* _ASSIGNMENT_: List all lines in the material below that contain "rows".

* _GIVEN RECORDS_:
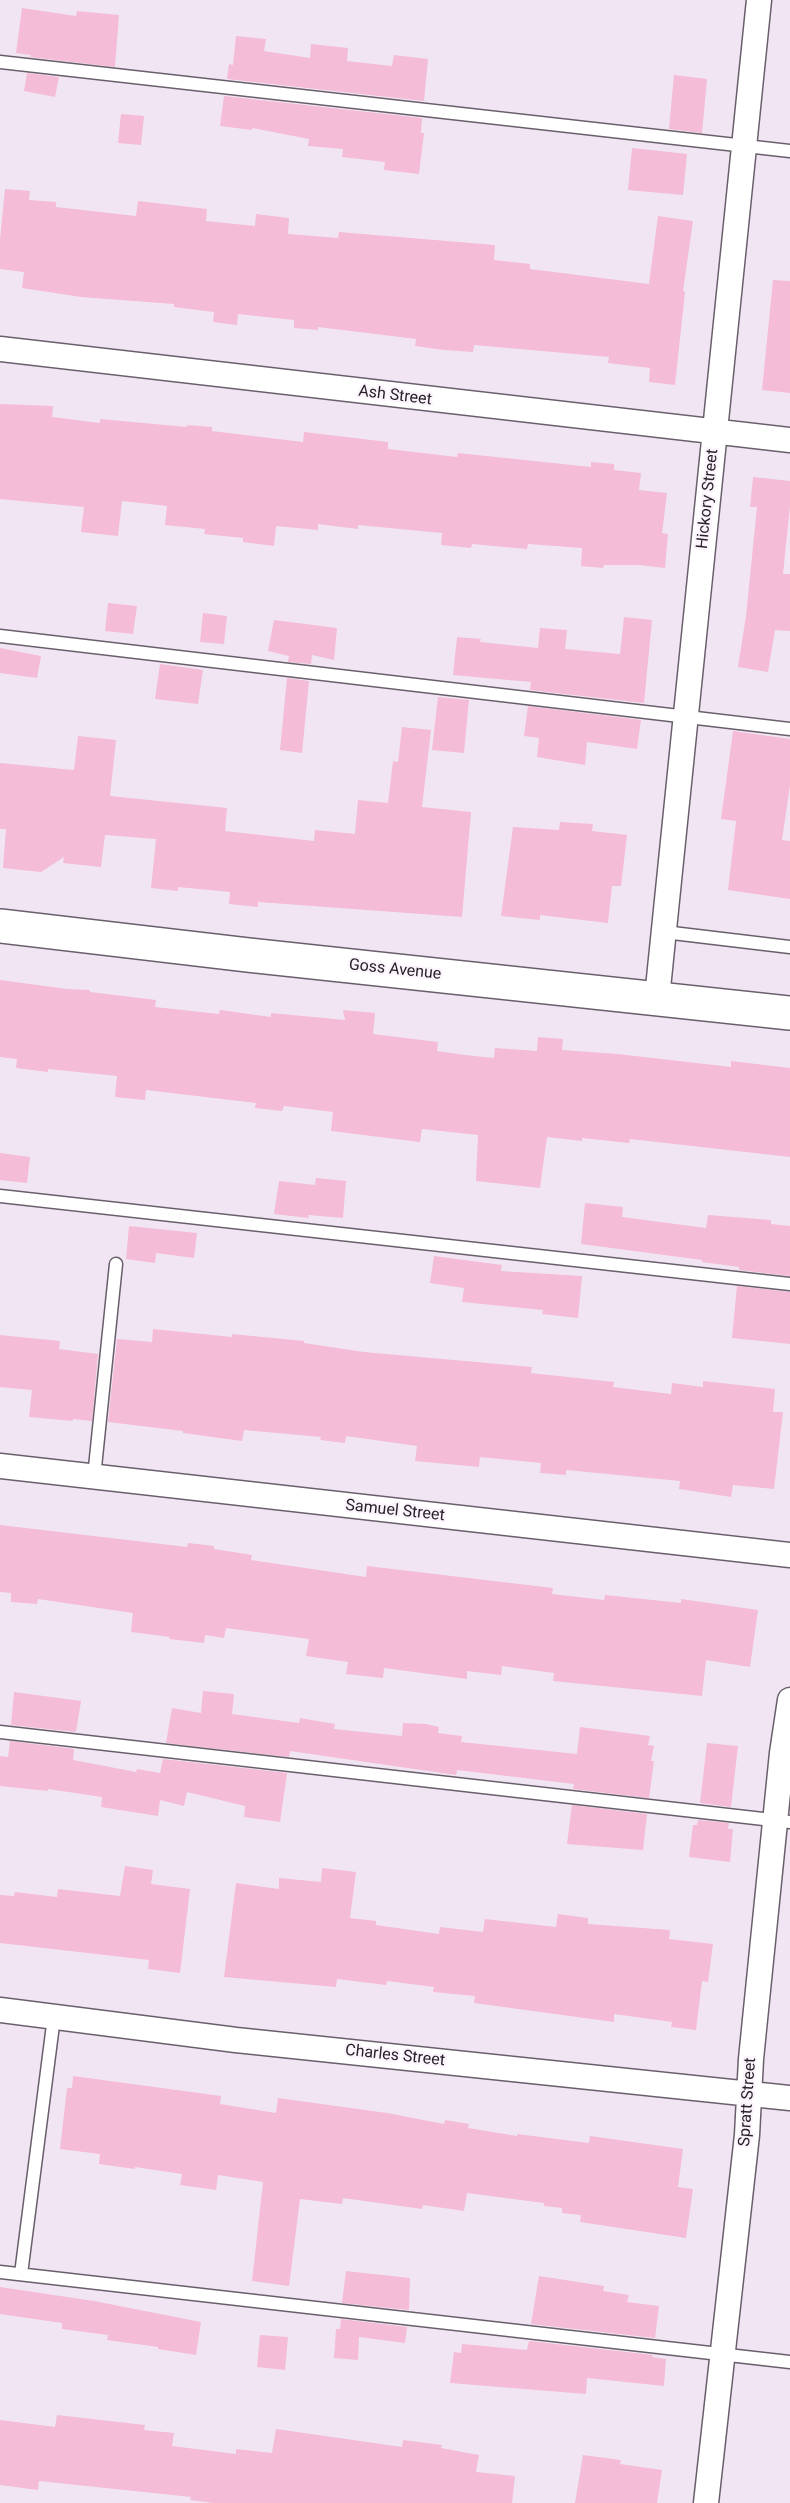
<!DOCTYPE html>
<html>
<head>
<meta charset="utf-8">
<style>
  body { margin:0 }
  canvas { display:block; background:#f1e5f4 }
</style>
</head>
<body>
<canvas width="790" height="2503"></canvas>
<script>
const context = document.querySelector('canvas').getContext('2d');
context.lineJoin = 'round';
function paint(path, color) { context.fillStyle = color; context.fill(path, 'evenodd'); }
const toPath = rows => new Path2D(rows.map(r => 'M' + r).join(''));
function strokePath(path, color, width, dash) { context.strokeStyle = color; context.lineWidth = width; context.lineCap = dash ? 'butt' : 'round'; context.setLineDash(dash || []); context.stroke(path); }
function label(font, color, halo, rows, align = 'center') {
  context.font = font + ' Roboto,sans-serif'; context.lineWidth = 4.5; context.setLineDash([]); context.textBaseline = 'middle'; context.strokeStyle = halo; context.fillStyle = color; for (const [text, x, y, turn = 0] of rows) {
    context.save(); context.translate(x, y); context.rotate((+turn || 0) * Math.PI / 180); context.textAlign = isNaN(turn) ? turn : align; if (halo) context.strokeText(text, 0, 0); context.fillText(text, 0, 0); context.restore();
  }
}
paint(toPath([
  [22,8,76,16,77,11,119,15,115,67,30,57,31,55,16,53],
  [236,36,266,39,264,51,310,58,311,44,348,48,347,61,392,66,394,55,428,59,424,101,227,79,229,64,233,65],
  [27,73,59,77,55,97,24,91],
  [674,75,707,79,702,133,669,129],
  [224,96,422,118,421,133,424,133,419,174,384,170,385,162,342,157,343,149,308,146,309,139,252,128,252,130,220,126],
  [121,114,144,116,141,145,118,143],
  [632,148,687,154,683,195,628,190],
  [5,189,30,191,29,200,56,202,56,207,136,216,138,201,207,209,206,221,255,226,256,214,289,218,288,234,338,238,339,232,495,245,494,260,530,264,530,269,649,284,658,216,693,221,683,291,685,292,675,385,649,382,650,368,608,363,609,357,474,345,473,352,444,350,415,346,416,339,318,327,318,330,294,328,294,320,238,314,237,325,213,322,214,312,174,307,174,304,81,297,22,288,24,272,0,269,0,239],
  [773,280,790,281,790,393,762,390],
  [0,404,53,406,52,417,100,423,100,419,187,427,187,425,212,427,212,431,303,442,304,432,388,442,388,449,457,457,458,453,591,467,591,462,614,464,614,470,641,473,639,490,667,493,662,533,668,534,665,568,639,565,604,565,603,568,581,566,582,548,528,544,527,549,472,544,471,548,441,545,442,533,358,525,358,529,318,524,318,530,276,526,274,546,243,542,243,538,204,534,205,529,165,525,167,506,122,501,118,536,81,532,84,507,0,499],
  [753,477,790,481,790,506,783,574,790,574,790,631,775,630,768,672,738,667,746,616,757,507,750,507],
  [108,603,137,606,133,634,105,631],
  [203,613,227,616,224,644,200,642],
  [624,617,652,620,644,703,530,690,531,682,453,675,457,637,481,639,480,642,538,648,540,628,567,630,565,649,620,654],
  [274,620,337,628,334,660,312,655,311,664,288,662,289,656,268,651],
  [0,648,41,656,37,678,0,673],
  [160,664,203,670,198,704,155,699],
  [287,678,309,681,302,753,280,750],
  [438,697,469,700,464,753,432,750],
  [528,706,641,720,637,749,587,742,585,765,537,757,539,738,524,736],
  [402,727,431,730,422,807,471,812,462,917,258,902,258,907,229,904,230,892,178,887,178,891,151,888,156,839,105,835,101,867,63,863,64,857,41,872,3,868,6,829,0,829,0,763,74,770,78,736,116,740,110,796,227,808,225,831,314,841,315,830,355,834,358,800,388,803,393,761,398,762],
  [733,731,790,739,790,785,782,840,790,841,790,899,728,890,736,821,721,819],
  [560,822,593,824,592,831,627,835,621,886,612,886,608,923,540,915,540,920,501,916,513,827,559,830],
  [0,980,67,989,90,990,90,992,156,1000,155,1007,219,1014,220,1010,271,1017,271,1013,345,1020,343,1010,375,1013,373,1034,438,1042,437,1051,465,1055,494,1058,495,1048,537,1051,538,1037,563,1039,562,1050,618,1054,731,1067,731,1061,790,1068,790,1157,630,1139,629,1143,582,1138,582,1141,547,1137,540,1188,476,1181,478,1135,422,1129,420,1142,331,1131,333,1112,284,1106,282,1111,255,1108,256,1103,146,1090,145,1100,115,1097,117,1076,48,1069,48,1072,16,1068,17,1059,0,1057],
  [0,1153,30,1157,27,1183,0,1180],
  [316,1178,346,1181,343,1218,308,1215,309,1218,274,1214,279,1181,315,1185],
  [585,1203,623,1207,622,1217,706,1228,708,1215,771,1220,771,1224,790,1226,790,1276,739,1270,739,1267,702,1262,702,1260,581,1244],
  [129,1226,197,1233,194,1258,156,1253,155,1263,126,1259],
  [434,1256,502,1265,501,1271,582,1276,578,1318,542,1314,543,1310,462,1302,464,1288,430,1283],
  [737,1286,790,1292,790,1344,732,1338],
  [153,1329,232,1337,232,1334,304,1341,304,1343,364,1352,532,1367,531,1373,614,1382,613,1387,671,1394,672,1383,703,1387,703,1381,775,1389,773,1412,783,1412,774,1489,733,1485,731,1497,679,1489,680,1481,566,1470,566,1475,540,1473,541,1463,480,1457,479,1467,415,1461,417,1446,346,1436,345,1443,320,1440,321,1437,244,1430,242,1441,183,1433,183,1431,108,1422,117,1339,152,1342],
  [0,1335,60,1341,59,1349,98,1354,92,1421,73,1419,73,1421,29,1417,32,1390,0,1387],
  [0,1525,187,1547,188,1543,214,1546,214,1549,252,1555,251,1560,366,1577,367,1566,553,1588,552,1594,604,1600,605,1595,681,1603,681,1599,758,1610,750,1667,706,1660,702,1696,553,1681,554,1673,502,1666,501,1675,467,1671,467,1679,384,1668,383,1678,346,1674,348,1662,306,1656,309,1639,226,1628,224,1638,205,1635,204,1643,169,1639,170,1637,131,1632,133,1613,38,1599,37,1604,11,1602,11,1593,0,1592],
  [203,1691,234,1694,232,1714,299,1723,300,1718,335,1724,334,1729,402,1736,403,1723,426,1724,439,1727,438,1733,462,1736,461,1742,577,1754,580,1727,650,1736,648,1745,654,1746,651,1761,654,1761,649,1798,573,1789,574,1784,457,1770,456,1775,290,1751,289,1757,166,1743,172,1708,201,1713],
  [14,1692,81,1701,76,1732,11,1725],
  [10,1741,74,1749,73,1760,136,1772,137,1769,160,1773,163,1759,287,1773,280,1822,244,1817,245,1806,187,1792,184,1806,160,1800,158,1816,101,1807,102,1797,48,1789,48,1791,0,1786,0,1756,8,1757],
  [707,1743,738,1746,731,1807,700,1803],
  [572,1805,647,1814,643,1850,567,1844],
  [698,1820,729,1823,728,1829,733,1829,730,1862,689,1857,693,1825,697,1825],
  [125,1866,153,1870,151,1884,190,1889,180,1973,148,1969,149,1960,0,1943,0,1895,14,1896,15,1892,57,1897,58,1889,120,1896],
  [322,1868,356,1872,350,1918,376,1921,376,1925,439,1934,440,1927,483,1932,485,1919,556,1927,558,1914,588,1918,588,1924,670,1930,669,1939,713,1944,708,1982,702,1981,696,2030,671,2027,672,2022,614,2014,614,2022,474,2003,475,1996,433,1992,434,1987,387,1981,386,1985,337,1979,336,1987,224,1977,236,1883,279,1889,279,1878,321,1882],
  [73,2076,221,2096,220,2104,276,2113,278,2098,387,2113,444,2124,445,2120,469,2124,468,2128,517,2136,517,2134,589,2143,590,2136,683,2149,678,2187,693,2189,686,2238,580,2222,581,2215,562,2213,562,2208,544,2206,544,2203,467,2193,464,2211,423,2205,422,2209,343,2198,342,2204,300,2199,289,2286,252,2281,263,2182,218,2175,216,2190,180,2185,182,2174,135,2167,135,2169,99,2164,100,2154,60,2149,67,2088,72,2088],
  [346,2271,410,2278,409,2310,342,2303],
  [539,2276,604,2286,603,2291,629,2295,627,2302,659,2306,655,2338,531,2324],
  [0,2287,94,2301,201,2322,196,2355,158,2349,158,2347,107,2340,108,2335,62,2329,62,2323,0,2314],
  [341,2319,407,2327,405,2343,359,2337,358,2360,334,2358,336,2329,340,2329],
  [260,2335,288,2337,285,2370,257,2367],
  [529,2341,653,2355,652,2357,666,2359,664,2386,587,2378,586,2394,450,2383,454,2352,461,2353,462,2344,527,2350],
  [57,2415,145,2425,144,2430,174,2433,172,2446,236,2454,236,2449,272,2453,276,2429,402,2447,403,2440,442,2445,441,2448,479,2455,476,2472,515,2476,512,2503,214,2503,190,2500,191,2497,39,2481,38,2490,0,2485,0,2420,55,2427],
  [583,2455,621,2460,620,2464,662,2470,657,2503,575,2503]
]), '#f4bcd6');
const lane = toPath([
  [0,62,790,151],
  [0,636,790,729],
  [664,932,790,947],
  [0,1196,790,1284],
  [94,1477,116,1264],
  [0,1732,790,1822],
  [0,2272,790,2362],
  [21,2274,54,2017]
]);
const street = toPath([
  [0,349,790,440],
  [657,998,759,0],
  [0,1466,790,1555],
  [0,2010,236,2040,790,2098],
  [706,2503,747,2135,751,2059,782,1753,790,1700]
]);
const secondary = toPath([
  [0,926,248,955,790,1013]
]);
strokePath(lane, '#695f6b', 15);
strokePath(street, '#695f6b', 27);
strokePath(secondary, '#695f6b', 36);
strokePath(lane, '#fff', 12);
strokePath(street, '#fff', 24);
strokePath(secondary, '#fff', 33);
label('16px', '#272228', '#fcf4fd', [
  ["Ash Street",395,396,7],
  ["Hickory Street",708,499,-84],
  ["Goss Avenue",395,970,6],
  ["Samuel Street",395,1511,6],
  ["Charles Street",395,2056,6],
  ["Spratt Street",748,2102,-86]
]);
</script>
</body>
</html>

* _SOLUTION_:
const toPath = rows => new Path2D(rows.map(r => 'M' + r).join(''));
function label(font, color, halo, rows, align = 'center') {
  context.font = font + ' Roboto,sans-serif'; context.lineWidth = 4.5; context.setLineDash([]); context.textBaseline = 'middle'; context.strokeStyle = halo; context.fillStyle = color; for (const [text, x, y, turn = 0] of rows) {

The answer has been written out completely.